### [Given information]
****

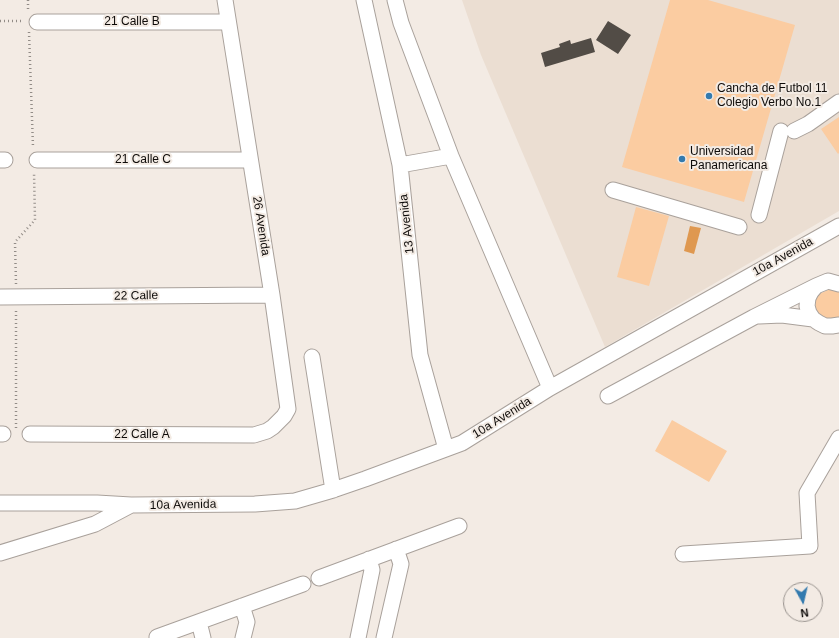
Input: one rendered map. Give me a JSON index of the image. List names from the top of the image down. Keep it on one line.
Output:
{"streets":{"street":["21 Calle B","21 Calle C","13 Avenida","26 Avenida","10a Avenida","22 Calle","22 Calle A"]},"crossings":[["21 Calle B","26 Avenida"],["21 Calle C","26 Avenida"],["13 Avenida","10a Avenida"],["26 Avenida","22 Calle"],["26 Avenida","22 Calle A"]],"places":["Cancha de Futbol 11 Colegio Verbo No.1","Universidad Panamericana"],"north":"bottom"}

****

### [Task requirements]
Could you write out the whole listing exactly, skipping every picture?

### [The completed task]
Input: one rendered map. Give me a JSON index of the image. List names from the top of the image down. Keep it on one line.
Output:
{"streets":{"street":["21 Calle B","21 Calle C","13 Avenida","26 Avenida","10a Avenida","22 Calle","22 Calle A"]},"crossings":[["21 Calle B","26 Avenida"],["21 Calle C","26 Avenida"],["13 Avenida","10a Avenida"],["26 Avenida","22 Calle"],["26 Avenida","22 Calle A"]],"places":["Cancha de Futbol 11 Colegio Verbo No.1","Universidad Panamericana"],"north":"bottom"}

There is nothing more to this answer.